• _PROMPT_: Each line of the data below that contains "their" must be copied.

• _MATERIAL FOR THIS TASK_:
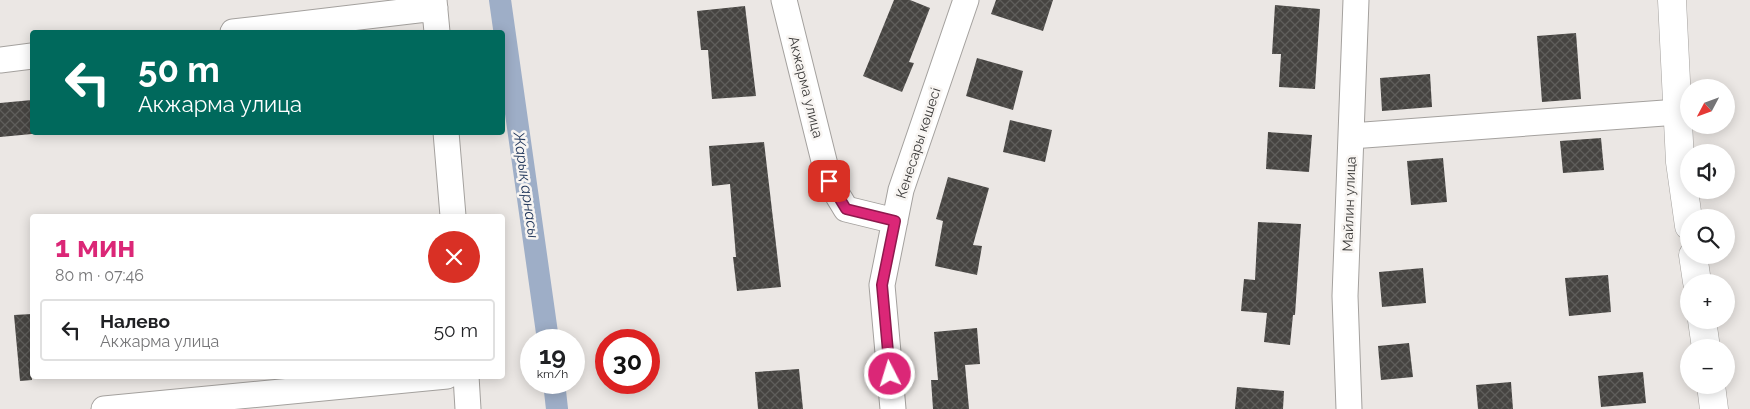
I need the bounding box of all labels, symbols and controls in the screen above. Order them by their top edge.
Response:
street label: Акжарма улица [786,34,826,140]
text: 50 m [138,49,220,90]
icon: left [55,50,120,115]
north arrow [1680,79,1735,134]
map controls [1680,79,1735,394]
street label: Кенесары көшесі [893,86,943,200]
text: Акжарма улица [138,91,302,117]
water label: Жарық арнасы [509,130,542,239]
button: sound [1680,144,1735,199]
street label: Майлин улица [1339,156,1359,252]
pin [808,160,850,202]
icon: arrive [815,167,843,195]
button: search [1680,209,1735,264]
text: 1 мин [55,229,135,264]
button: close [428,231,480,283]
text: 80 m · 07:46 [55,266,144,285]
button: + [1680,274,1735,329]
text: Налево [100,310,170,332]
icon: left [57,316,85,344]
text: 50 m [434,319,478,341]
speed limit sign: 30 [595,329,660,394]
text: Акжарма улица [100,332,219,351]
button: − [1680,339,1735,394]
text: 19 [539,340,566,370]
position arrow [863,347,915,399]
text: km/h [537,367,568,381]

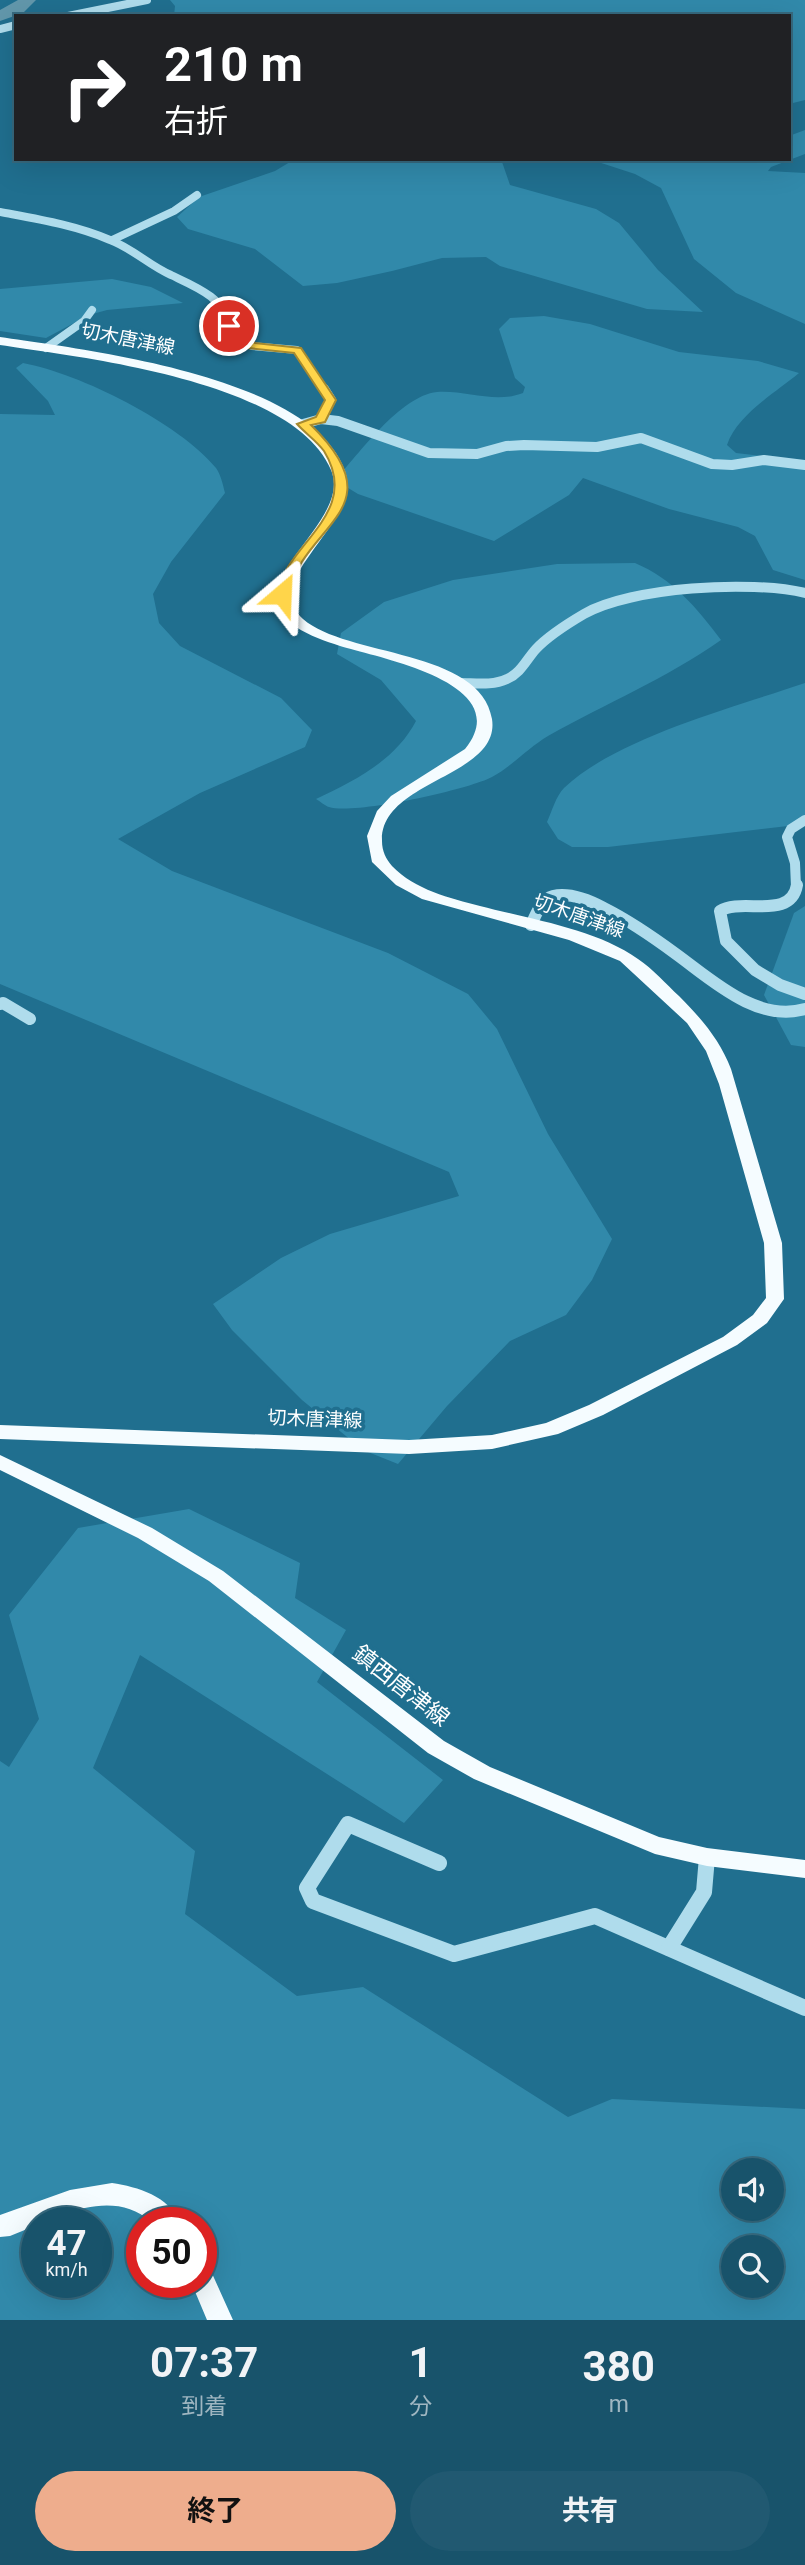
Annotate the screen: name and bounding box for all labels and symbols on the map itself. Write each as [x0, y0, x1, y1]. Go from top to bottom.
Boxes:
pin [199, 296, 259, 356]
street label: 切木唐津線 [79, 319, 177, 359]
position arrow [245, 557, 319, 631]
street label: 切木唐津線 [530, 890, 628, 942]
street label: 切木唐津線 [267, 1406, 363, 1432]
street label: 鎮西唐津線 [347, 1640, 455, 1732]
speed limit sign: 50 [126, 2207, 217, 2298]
==
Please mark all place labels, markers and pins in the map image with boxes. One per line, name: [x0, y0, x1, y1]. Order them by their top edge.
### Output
--
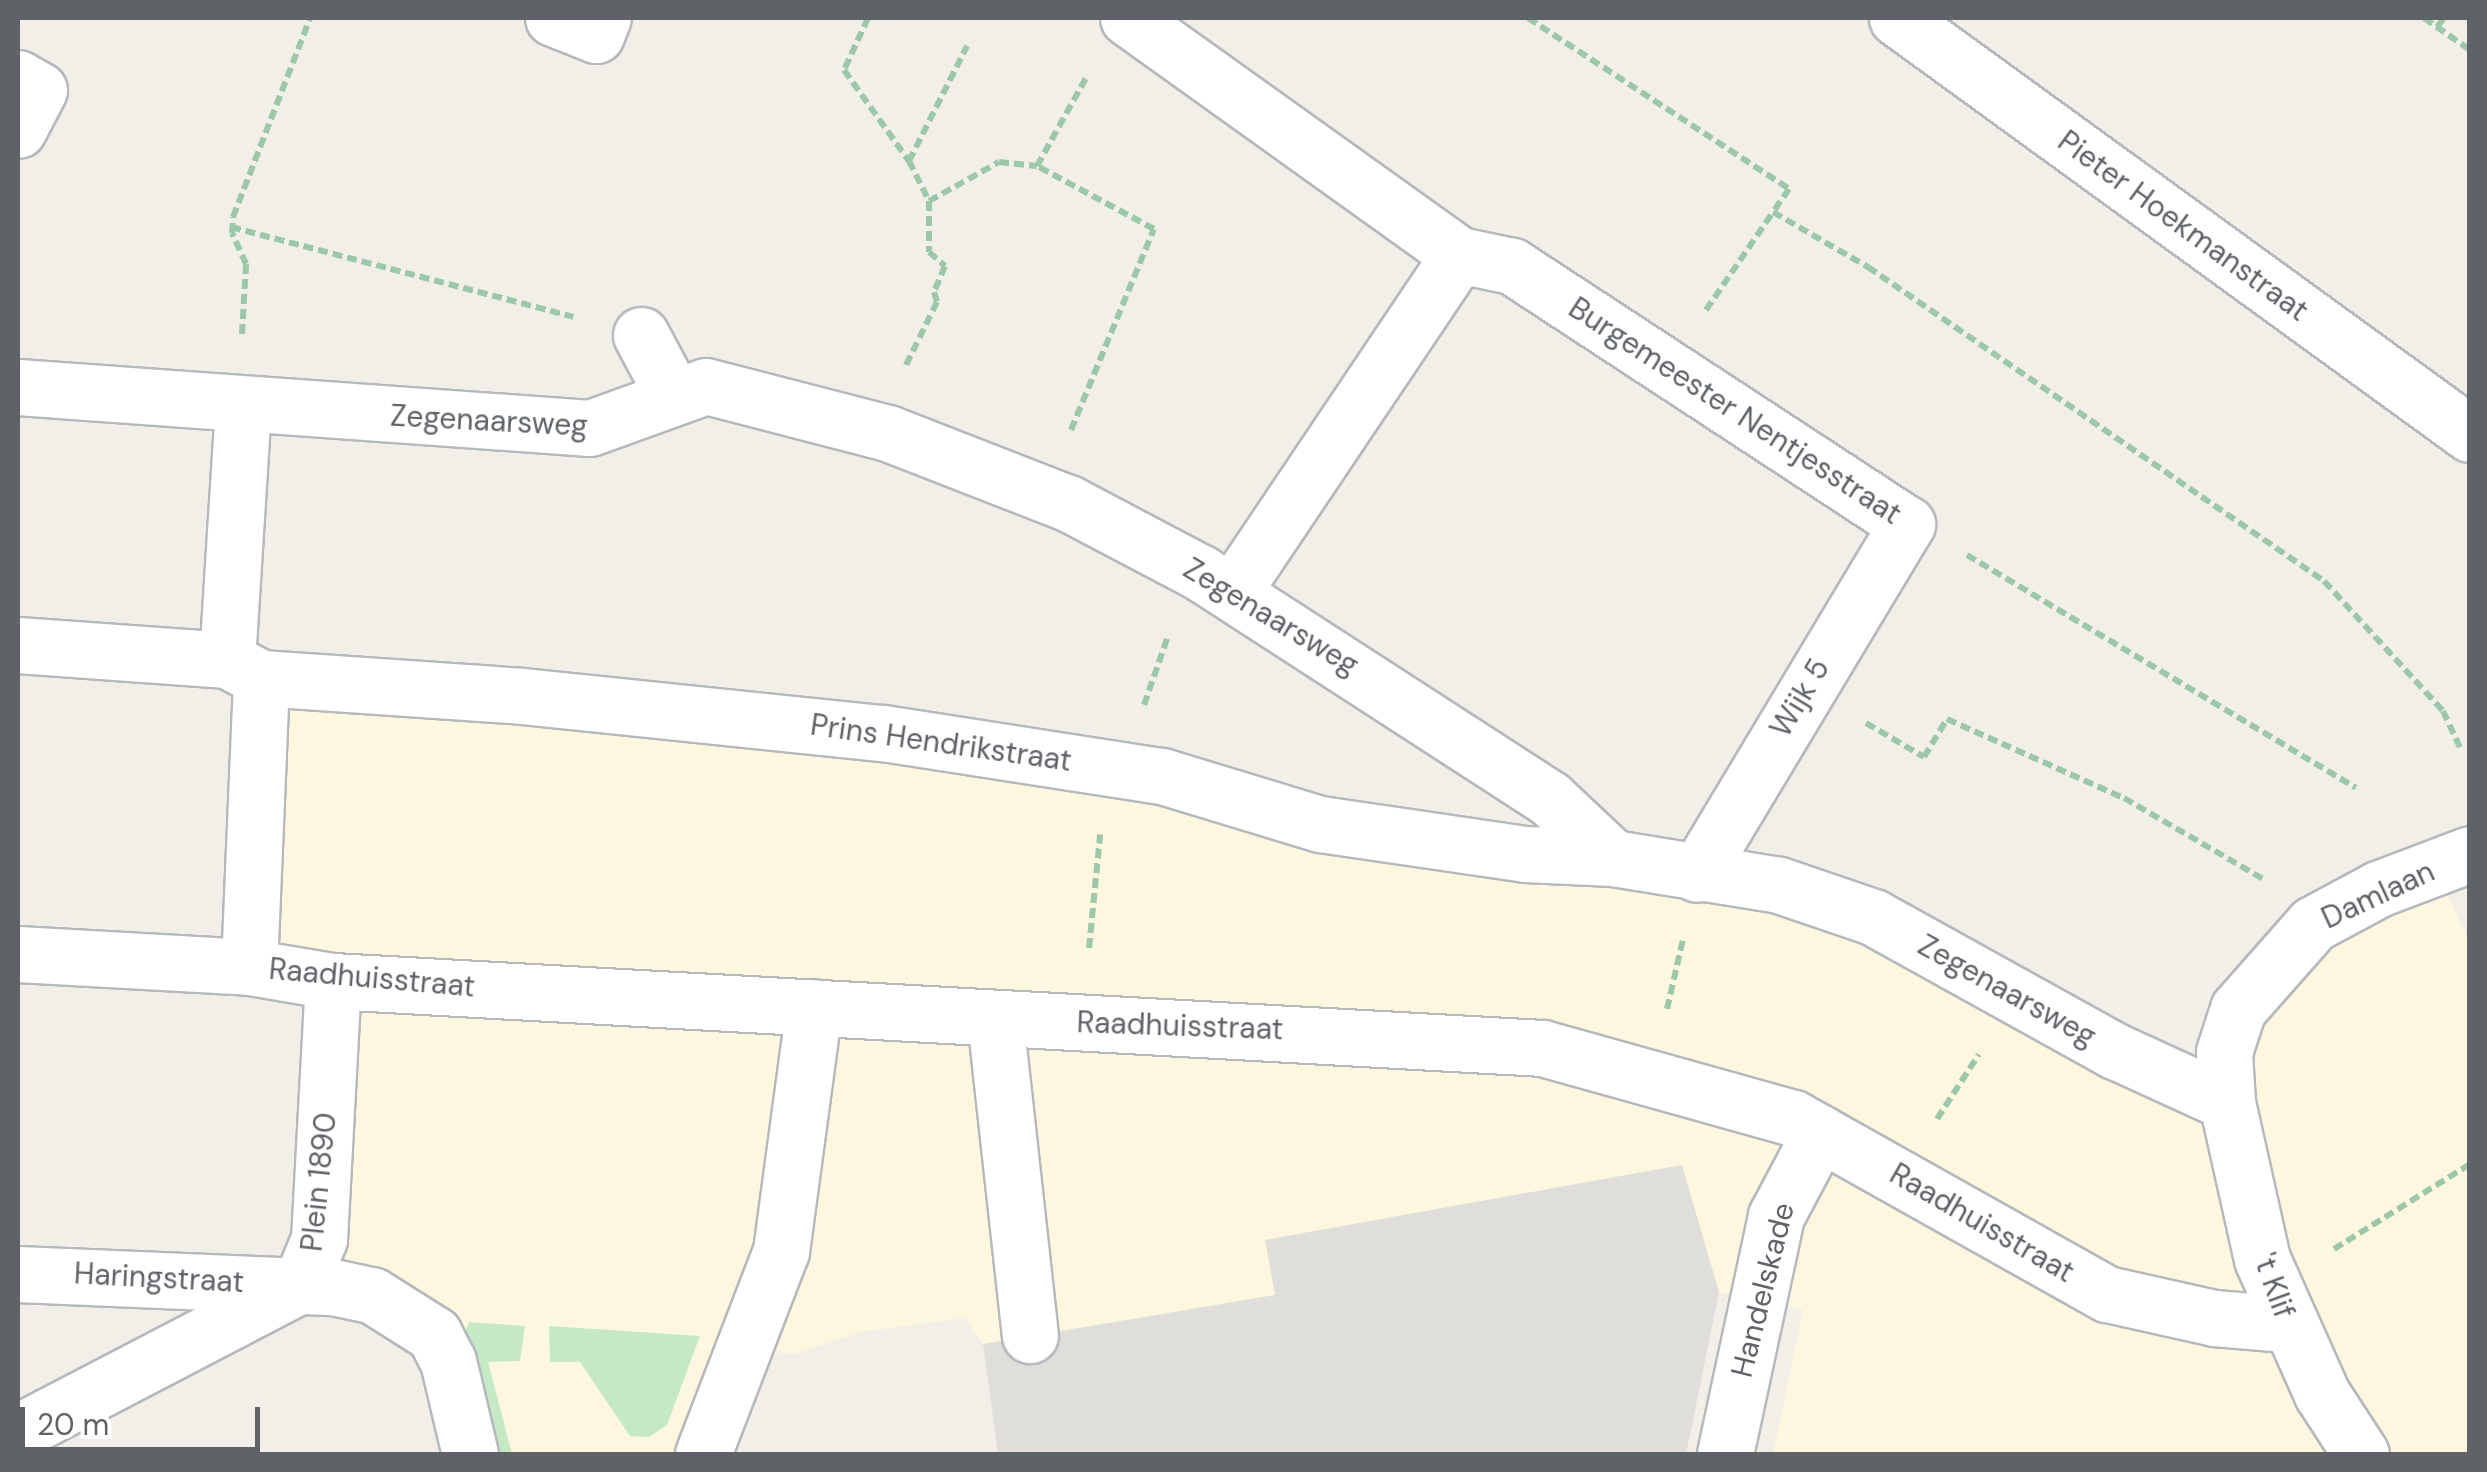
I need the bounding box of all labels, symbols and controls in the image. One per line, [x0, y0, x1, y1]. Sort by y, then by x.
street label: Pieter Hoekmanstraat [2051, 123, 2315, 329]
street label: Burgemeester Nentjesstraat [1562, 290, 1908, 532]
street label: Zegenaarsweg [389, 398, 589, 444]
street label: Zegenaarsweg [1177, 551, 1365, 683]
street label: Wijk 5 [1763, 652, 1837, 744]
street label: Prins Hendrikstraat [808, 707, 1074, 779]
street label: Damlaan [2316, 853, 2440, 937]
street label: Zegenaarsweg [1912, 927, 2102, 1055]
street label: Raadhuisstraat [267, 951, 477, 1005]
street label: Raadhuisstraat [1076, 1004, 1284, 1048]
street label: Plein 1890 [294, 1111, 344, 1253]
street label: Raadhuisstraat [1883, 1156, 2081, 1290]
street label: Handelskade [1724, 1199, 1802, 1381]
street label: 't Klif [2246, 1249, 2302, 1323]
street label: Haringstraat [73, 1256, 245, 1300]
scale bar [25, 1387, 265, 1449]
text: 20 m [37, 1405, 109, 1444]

• _RESULT OF THE TASK_:
I need the bounding box of all labels, symbols and controls in the screen above. Order them by their top edge.
Please mark all place labels, markers and pins in the map image with boxes. One per line, name: [x0, y0, x1, y1]. Order them by their top edge.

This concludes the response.